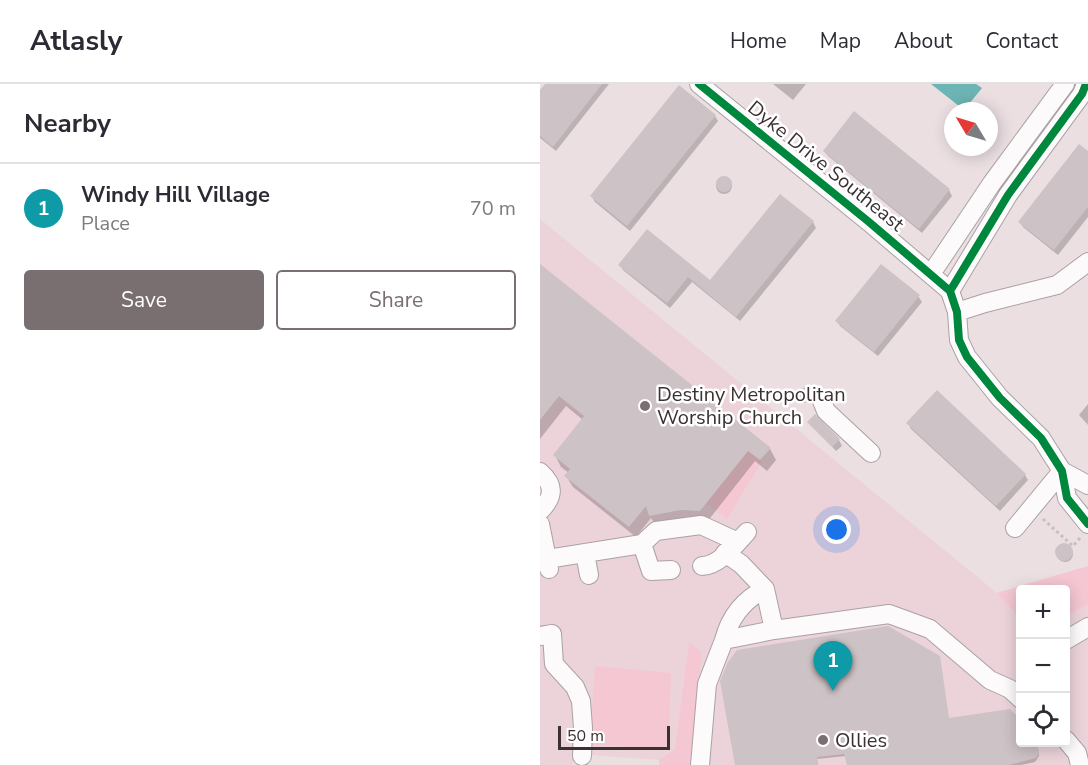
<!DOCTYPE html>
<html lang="en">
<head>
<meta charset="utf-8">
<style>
	body { margin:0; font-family:"Nunito Sans",sans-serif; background:#f2f2f3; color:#2b2b33 }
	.controls { position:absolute; right:18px; bottom:18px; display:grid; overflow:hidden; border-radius:6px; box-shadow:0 3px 15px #0003 }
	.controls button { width:54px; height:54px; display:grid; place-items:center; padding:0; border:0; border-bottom:2px solid #e1e1e2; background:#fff; color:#2b2b33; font:30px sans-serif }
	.compass { position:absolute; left:404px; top:18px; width:54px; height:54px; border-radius:50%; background:#fff; box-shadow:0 3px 15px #0003; rotate:308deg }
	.scale { position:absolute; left:18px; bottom:15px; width:112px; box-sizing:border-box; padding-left:6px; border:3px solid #3b3133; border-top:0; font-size:16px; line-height:21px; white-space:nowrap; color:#3b3133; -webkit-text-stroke:4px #fff; paint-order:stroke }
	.you { position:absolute; left:297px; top:446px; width:21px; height:21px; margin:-15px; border:4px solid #fff; border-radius:50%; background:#1a73e8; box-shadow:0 0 0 9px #1a73e833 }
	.badge { display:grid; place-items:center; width:39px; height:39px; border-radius:50%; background:#796e70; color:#fff; font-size:20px; font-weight:700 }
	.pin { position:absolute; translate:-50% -50px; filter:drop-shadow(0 2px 3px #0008) }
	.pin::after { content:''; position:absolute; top:32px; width:21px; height:18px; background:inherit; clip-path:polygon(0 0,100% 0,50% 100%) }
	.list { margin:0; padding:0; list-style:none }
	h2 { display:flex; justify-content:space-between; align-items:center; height:78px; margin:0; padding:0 24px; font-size:26px }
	h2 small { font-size:20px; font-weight:400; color:#7c7c81 }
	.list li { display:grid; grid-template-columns:39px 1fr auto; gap:18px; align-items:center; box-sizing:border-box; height:90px; padding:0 24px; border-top:2px solid #e1e1e2 }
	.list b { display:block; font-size:22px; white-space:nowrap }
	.list p { margin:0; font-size:20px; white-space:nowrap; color:#7c7c81 }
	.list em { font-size:20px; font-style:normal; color:#7c7c81 }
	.actions { display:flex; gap:12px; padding:18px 24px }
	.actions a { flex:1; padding:14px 0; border:2px solid #796e70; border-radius:6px; text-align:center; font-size:21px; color:#796e70 }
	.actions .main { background:#796e70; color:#fff }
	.icon { flex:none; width:33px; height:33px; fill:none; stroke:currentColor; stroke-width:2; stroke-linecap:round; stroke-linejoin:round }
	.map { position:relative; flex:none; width:548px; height:681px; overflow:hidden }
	header { display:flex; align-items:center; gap:36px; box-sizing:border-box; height:84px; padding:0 30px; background:#fff; border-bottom:2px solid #e1e1e2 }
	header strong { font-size:28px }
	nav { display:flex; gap:33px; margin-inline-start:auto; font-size:21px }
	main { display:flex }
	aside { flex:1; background:#fff }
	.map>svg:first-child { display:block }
	.built { fill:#ebd3d9 }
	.green { fill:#f4c7d2 }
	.water { fill:#6db4b4 }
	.shadow { fill:#0003 }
	.building { fill:#cdc2c5 }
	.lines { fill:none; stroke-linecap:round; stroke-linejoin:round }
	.minor-casing { stroke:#aaa1a3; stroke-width:20 }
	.path { stroke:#c5c1c2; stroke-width:3; stroke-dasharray:3 3; stroke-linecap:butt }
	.minor { stroke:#fcfafb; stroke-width:18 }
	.cycleway-casing { stroke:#fff; stroke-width:11 }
	.cycleway { stroke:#00873e; stroke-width:8 }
	.poi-dot { fill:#796e70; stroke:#fff; stroke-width:2 }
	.labels { text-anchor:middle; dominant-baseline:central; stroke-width:5; stroke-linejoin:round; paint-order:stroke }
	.street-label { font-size:20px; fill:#3b3133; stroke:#fff }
	.poi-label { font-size:20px; fill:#3b3133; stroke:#fff; text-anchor:start }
</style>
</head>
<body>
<header>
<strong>Atlasly</strong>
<nav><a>Home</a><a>Map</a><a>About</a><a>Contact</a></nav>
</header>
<main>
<aside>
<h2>Nearby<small></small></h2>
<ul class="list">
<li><span class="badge" style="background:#0f9aa8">1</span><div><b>Windy Hill Village</b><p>Place</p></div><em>70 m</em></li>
</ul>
<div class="actions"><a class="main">Save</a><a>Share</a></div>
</aside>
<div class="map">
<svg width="548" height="681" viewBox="0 0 548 681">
	<rect width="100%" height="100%" fill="#ebdfe2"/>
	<path class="built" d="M0 135 457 509 480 535 481 658H526V533L548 520V681H150L162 569 149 559 135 665 119 676 36 670 32 681H0Z"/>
	<path class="green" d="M208 367 222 377 187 435 166 419Z
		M548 482V520L526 533V506H481L480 535 457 509Z
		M149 558 162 569 150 681H119V676L135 665Z
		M55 582 131 589 128 665 50 661Z"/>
	<path class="water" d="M391 0H436L442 4 424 26Z"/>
	<path class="shadow" d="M7 0H69L16 67 0 54V8Z
		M233 0H266L253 16Z
		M315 30 409 106 412 112 382 149 288 72 284 67Z
		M175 32 178 37 90 147 55 118 52 113Z
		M539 62 548 69V133L518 171 483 143 480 138Z
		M176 102a8 8 0 1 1 16 0a8 8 0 1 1-16 0Z
		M273 138 276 144 200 237 152 198 130 224 83 186 80 181 107 147 171 198Z
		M0 184 230 365 236 376 227 387 215 377 167 438 117 443 111 434 96 453 33 403 26 392 29 389 21 383 15 371 43 336 26 322 0 355Z
		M378 212 382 218 338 272 300 242 297 237Z
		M268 306 271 317 263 319 259 307Z
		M548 320V341L539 331Z
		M269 338 299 356 302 362 296 367Z
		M368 339 485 391 488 396 460 427 371 345Z
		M517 470a8 8 0 1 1 16 0a8 8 0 1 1-16 0Z
		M469 626 481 637V658H497L499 672 495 678 481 681H309L306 672 277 675 278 681H196L409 635Z"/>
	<path class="building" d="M5 0H62L13 63 0 52V6Z
		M139 1 176 31 87 142 50 112Z
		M314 27 410 105 379 145 283 67Z
		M539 60 548 67V123L514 166 478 138Z
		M176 100a8 8 0 1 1 16 0a8 8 0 1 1-16 0Z
		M240 110 274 137 196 233 148 193 127 219 78 181 107 145 170 196Z
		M0 180 231 364 220 376 208 367 160 427 141 426 109 432 106 422 89 443 24 392 30 385 13 371 44 332 19 312 0 336Z
		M341 180 380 211 334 268 295 237Z
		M268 302 271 314 260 317 257 306Z
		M397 306 486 390 456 422 366 339Z
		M275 330 300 355 292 363 267 338Z
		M515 468a9 9 0 1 1 18 0a9 9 0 1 1-18 0Z
		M348 542 400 572 409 634 470 625 480 635V658H497L499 669 496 674 469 681H307L304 670 277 673 278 681H195L180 597 188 578 197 566Z"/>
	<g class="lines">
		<defs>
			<path id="minor" d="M159 0 329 138 410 207 417 228 419 256 427 273 460 314 501 354 522 387 527 414 548 440
				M391 190 452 99 525 0
				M410 207 468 111 542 10 546 0
				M417 228 445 219 517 201 548 178
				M282 317 286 327 331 369
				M522 387 548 401
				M0 388C15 401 14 413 0 427
				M0 440 9 485
				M475 444 522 387
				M102 460 111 487 131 486
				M45 469 49 491
				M185 469 201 480 225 505 234 546
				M0 476 102 460 116 447 161 441 198 458
				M162 482C179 482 196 460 207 448
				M225 505C203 516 190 533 184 556L234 546 349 530 390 545 450 596 470 605 481 615
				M0 552 12 550 14 580 35 603 41 617 43 644 42 672
				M526 556 548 543
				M526 656 537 669 540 681
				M160 681 167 600 184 556"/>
		</defs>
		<use href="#minor" class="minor-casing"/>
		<path class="path" d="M503 435 533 462 541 453"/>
		<use href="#minor" class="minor"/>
		<defs>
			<path id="cycleway" d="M159 0 329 138 410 207 417 228 419 256 427 273 460 314 501 354 522 387 527 414 548 440
				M410 207 468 111 542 10 546 0"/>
		</defs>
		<use href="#cycleway" class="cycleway-casing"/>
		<use href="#cycleway" class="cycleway"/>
	</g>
	<g class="poi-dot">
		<circle cx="105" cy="322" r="6"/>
		<circle cx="283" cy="656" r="6"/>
	</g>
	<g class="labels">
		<g class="street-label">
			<text transform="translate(286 82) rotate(39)">Dyke Drive Southeast</text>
		</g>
		<g class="poi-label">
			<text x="117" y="310">Destiny Metropolitan<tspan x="117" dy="23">Worship Church</tspan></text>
			<text x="295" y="656">Ollies</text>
		</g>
	</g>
</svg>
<div class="controls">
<button>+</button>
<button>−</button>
<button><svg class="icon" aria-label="locate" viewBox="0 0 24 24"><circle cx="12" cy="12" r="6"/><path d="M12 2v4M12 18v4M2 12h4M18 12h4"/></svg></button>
</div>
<svg class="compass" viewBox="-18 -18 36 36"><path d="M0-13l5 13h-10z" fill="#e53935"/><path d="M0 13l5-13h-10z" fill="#7c7c81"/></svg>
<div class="scale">50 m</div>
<div class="you"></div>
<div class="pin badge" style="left:293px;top:607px;background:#0f9aa8">1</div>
</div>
</main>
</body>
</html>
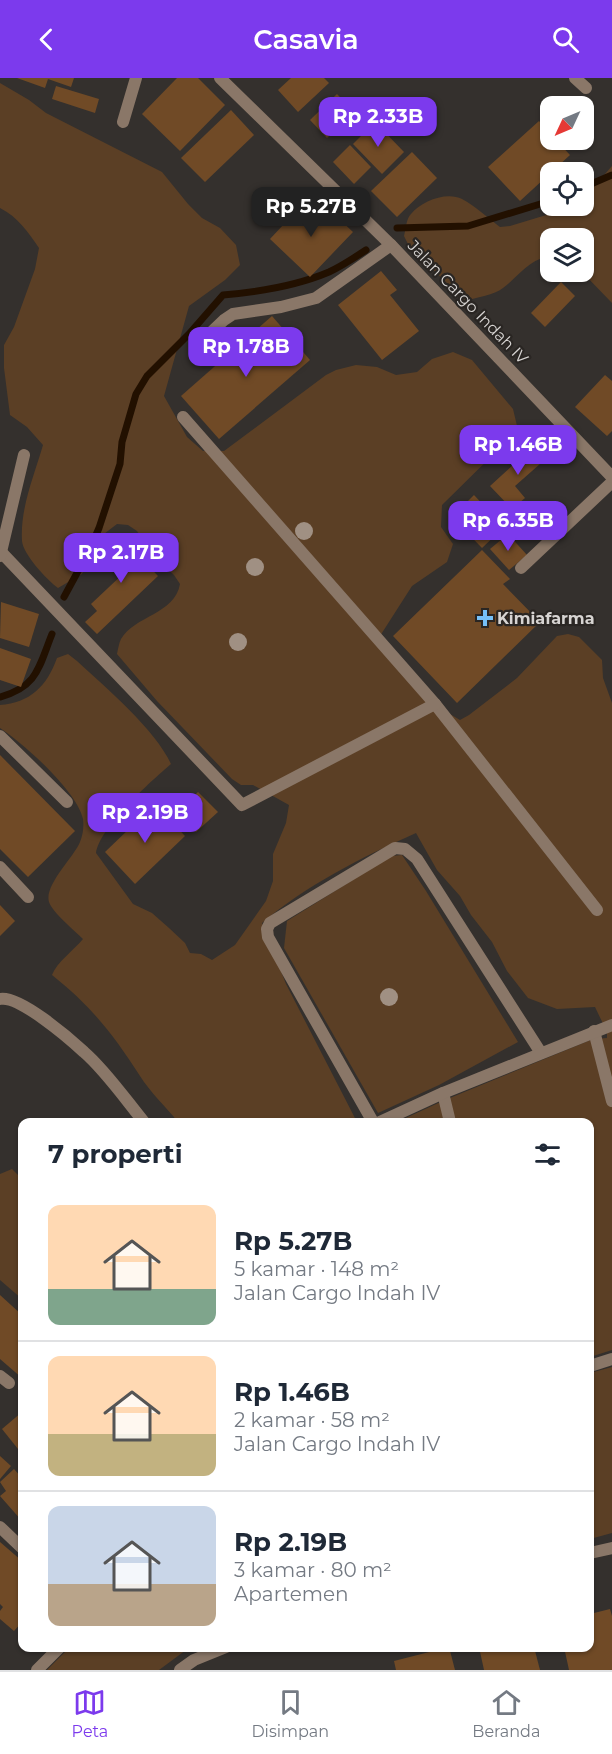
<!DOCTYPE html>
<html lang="id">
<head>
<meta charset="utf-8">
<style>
  :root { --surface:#fff; --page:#f2f2f3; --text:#1f2937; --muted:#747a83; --line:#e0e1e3; --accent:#7c3aed }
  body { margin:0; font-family:Montserrat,sans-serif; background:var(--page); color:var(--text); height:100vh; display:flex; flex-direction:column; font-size:22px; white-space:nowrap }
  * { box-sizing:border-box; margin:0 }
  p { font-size:20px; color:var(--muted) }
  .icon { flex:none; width:33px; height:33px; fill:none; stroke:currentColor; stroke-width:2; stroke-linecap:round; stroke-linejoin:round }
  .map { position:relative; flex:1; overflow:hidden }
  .drawer { position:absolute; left:18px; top:1040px; width:576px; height:534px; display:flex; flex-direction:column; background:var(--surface); border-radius:12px; box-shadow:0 2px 4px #0004 }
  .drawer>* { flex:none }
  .needle { width:39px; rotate:226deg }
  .fabs { position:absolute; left:540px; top:18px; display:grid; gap:12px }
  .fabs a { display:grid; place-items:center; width:54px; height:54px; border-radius:12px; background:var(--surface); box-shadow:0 2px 4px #0004; font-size:30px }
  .price { position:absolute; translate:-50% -51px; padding:0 14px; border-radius:12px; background:var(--accent); color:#fff; font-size:20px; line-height:39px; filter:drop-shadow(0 2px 3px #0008) }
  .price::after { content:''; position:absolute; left:50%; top:36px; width:18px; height:14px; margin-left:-9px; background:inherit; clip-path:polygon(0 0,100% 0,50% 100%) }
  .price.on { background:#222; color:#fff }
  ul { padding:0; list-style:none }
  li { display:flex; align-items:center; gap:18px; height:150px; padding:0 30px }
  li+li { border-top:2px solid var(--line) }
  li span { display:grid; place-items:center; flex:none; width:168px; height:120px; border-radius:12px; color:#555 }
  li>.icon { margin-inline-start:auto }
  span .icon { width:72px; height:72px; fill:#fffc; stroke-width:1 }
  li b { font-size:26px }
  h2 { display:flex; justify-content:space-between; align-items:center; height:72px; padding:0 30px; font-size:26px }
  header { display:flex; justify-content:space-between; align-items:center; height:78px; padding:0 30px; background:var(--accent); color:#fff; font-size:27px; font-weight:600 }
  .tab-bar { display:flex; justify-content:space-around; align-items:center; height:84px; border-top:2px solid var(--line); background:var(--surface); font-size:16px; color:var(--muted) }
  .tab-bar a { display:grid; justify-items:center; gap:3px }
  .tab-bar .on { color:var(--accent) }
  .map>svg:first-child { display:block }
  .green { fill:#5b3f25 }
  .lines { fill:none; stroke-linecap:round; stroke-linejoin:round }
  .stream { stroke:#221000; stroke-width:7 }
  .building { fill:#704a26 }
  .service { stroke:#8a7768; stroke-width:12 }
  .minor { stroke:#8a7768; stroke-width:12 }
  .tree { fill:#a09083 }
  .poi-dot { fill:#76c0f7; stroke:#2a2623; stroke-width:2 }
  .labels { text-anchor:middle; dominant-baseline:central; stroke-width:4.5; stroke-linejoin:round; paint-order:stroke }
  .street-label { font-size:16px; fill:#d7d4d2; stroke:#2a2623 }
  .poi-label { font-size:16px; font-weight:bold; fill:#d7d4d2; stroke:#2a2623; text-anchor:start }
</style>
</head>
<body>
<header><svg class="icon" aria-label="back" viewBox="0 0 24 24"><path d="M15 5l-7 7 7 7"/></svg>Casavia<svg class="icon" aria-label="search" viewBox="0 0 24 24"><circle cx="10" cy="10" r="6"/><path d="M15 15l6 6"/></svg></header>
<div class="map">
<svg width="612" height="1592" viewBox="0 0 612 1592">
  <rect width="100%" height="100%" fill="#34302d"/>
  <g class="green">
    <path d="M 0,5 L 29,22 L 46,35 L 162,94 L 188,126 L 202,140 L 220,150 L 236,167 L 240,187 L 225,202 L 189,228 L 164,318 L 187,359 L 203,373 L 224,373 L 326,297 L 336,292 L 356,287 L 377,289 L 396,297 L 417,294 L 432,281 L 453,274 L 472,282 L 513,331 L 518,352 L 442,427 L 441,449 L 453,466 L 447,484 L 412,508 L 380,558 L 433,626 L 460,642 L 469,637 L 517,600 L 557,558 L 568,556 L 579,559 L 602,582 L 603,600 L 612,625 L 612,1272 L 590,1279 L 590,1044 L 397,1044 L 445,1022 L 593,961 L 607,960 L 607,954 L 595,929 L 557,931 L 528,920 L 507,893 L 492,864 L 471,837 L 460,818 L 437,792 L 416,755 C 364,778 305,808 262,845 L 286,906 L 357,1044 L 178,1044 C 166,1029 150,1014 140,998 C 113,956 91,928 52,897 C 57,884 73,873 83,861 C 74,852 53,835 49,824 C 44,807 74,779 80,764 C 83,757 84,748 83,741 C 77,713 24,666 0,650 L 0,627 C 30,625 47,608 57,580 L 68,576 L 77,583 C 106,610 155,651 171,686 C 150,704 100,749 96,775 L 133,826 L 152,835 L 169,850 L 185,865 L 190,875 L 201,876 L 212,882 L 235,867 L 266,823 L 273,803 L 273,776 L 286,745 L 289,727 L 253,707 L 241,707 L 232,701 L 157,623 L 117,576 C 118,571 119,565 121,561 C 134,538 175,536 180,506 L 174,497 L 149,473 L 137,453 L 128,447 L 117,446 L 100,459 L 82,496 L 58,510 C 47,502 23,476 22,463 C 20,430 34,398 43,367 L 27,349 L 10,337 L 4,290 L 4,267 L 14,249 L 35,191 L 39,170 C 28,154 18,139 0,130 Z"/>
    <path d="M 612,88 L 612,225 L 582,194 L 584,194 L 584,160 L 550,160 L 550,179 C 531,179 517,200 503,210 C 494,217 477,219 466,223 L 410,170 L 404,158 C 406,151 406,141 411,136 C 421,123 447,113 462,121 C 475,128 488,140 500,149 L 510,148 L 576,128 L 584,128 L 584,120 Z"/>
    <polygon points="402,777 426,813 518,964 439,1007 378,1035 284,870 287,843 391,778"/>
    <polygon points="12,1091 22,1101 22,1221 0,1202 0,1096"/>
    <polygon points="612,1289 612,1455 590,1461 590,1295"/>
    <polygon points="70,1569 190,1569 159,1592 47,1592"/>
  </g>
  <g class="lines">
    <g class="stream">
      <polyline points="584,109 612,97"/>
      <polyline points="397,150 468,148 550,123"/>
      <path d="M 64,519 L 90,471 L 99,450 L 120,386 L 122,364 L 136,316 L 147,298 L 189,256 L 223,217 C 259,214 296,208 329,194 C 342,188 354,180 366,172"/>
      <path d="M 0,619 C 38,609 39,588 52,556"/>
    </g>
  </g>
  <g class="building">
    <polygon points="17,0 74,0 71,9 48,1 45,10"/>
    <polygon points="177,0 198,0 225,27 180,73 142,36"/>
    <polygon points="291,0 324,0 329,5 298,34 278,12"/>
    <polygon points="56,8 99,21 95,35 52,21"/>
    <polygon points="337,16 354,34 327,60 310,42"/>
    <polygon points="231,32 254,57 205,104 181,80"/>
    <polygon points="539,43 550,55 550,62 556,62 570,77 520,123 488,89"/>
    <polygon points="375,44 404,74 382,96 353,66"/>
    <polygon points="350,67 371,89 354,106 333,84"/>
    <polygon points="412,74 437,100 397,139 371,113"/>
    <polygon points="321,124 353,154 310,199 270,161 299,130 307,138"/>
    <polygon points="381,193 397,212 390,217 419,253 382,282 338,227"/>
    <polygon points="561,204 575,218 545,249 531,235"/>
    <polygon points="272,238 310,282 219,361 181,318"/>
    <polygon points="605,297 612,303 612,353 607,358 575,329"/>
    <polygon points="537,365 549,378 515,408 525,420 512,431 490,408"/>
    <polygon points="474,417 504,449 482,470 452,439"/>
    <polygon points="118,456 158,498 97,556 85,544 97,533 91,526 125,494 103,471"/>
    <polygon points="508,456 527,477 509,492 490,471"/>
    <polygon points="482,472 510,501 503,506 540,544 457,625 393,558"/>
    <polygon points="1,524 39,536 29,569 0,560"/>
    <polygon points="0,570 31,581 21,609 0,602"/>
    <polygon points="0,677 75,753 28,799 0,771"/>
    <polygon points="198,714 218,734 196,754 177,735"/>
    <polygon points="155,726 185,758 135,806 105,774"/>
    <polygon points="0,827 15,843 0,858"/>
    <polygon points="0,1217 22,1237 22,1300 0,1281"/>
    <polygon points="22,1334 22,1376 2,1351"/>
    <polygon points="0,1378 11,1388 0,1401"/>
    <polygon points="14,1391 22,1400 22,1443 0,1418 6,1413 0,1404"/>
    <polygon points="0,1464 22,1483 22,1512 19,1516 22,1519 22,1544 14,1553 0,1541 0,1533 3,1529 0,1526"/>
    <polygon points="610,1531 612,1538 612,1592 569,1592 564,1569 590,1569 590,1536"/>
    <polygon points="449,1569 455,1592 396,1592 394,1583"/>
    <polygon points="479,1569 534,1569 540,1592 484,1592"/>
  </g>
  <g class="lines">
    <g class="service">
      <polyline points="521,490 612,404"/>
      <polyline points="594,953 612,1023"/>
      <polyline points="443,1015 450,1044"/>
      <polyline points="373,1044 268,859 267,851 270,845 395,770 405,771 417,781 541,975"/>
      <polyline points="380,1044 443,1015 612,947"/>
    </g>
    <g class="minor">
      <polyline points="220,0 391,167 612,399"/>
      <polyline points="575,0 586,10"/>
      <polyline points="123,44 136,0"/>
      <polyline points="202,263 224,242 233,236 281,229 316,220 391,167"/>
      <polyline points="183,339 435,626 597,832"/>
      <polyline points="1,474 242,727 435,626"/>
      <polyline points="0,478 24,377"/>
      <polyline points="0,658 67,724"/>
      <polyline points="0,789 28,819"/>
      <path d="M 0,921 C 19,917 69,960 84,974 C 105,992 126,1022 144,1044"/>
      <polyline points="590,1288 612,1281"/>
      <polyline points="0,1298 9,1305"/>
      <polyline points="0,1449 22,1470"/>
      <polyline points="590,1475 612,1470"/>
      <polyline points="37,1592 60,1569"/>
      <polyline points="180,1592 194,1582 226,1569"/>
    </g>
  </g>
  <g class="tree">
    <circle cx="304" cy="453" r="9"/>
    <circle cx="255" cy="489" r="9"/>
    <circle cx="238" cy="564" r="9"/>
    <circle cx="389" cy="919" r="9"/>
  </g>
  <path class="poi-dot" d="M482 531h6v6h6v6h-6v6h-6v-6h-6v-6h6z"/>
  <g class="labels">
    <g class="street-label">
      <text transform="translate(468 224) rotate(46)">Jalan Cargo Indah IV</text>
    </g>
    <g class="poi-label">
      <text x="497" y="540">Kimiafarma</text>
    </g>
  </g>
</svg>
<div class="fabs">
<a><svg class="needle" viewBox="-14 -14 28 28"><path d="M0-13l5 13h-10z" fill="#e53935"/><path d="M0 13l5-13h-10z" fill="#747a83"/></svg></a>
<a><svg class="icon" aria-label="locate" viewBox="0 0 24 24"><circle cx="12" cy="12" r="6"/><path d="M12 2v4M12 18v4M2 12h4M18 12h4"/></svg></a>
<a><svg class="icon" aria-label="layers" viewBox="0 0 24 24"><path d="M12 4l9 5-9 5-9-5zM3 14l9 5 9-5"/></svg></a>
</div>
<b class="price" style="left:378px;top:70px">Rp 2.33B</b>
<b class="price on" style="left:311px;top:160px">Rp 5.27B</b>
<b class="price" style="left:246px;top:300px">Rp 1.78B</b>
<b class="price" style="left:518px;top:398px">Rp 1.46B</b>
<b class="price" style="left:508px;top:474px">Rp 6.35B</b>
<b class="price" style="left:121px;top:506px">Rp 2.17B</b>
<b class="price" style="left:145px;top:766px">Rp 2.19B</b>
<section class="drawer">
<h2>7 properti<svg class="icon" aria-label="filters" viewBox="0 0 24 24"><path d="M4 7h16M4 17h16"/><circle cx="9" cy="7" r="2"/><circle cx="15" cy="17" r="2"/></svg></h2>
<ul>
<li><span style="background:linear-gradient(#ffd9b3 70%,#7fa58c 0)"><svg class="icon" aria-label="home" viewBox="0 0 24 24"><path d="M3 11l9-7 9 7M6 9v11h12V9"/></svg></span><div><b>Rp 5.27B</b><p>5 kamar · 148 m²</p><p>Jalan Cargo Indah IV</p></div></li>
<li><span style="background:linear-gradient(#ffd9b3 65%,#c2b280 0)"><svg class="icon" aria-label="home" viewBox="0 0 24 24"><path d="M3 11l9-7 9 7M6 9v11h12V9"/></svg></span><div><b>Rp 1.46B</b><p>2 kamar · 58 m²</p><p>Jalan Cargo Indah IV</p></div></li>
<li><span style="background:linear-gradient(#c9d6e8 65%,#b9a48a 0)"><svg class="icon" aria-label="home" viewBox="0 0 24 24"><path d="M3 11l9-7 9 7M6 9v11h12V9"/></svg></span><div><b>Rp 2.19B</b><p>3 kamar · 80 m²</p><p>Apartemen</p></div></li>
</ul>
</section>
</div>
<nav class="tab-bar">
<a class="on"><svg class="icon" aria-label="map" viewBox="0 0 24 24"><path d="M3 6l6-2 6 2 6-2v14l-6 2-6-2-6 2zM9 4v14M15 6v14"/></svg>Peta</a>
<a><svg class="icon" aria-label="saved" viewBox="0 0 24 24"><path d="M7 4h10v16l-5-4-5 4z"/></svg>Disimpan</a>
<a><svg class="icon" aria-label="home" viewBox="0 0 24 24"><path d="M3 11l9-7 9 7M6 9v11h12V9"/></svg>Beranda</a>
</nav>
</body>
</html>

Aim of the exercise: Give back, exactly as written, the lines from the top of the material above to the line containing "width:54px; height:54px; display:grid;", both included; skip every picture.

Exercise output:
<!DOCTYPE html>
<html lang="en">
<head>
<meta charset="utf-8">
<style>
	body { margin:0; font-family:"Nunito Sans",sans-serif; background:#f2f2f3; color:#2b2b33 }
	.controls { position:absolute; right:18px; bottom:18px; display:grid; overflow:hidden; border-radius:6px; box-shadow:0 3px 15px #0003 }
	.controls button { width:54px; height:54px; display:grid; place-items:center; padding:0; border:0; border-bottom:2px solid #e1e1e2; background:#fff; color:#2b2b33; font:30px sans-serif }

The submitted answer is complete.